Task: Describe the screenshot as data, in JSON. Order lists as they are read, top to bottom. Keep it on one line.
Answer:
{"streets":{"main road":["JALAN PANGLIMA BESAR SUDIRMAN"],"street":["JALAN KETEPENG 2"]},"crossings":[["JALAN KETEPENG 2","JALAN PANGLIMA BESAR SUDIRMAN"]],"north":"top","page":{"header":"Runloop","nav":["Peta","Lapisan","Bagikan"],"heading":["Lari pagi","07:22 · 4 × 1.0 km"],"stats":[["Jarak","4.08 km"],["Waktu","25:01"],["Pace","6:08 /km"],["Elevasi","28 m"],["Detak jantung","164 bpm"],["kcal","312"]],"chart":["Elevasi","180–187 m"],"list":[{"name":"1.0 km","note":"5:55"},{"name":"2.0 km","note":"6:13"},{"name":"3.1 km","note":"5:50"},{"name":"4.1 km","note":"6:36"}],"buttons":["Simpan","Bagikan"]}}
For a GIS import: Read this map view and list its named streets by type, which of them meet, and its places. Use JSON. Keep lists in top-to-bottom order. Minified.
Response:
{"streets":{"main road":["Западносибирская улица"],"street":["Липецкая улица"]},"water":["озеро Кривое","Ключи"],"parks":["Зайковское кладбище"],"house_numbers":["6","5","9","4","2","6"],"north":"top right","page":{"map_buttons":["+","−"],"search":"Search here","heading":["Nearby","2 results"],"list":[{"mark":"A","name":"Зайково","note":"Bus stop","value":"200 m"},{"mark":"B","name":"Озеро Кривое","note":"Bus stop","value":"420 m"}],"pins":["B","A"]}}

--- Your task ---
Lines holding "lists" in the material above are to be reported.

--- Result ---
Task: Describe the screenshot as data, in JSON. Order lists as they are read, top to bottom. Keep it on one line.
For a GIS import: Read this map view and list its named streets by type, which of them meet, and its places. Use JSON. Keep lists in top-to-bottom order. Minified.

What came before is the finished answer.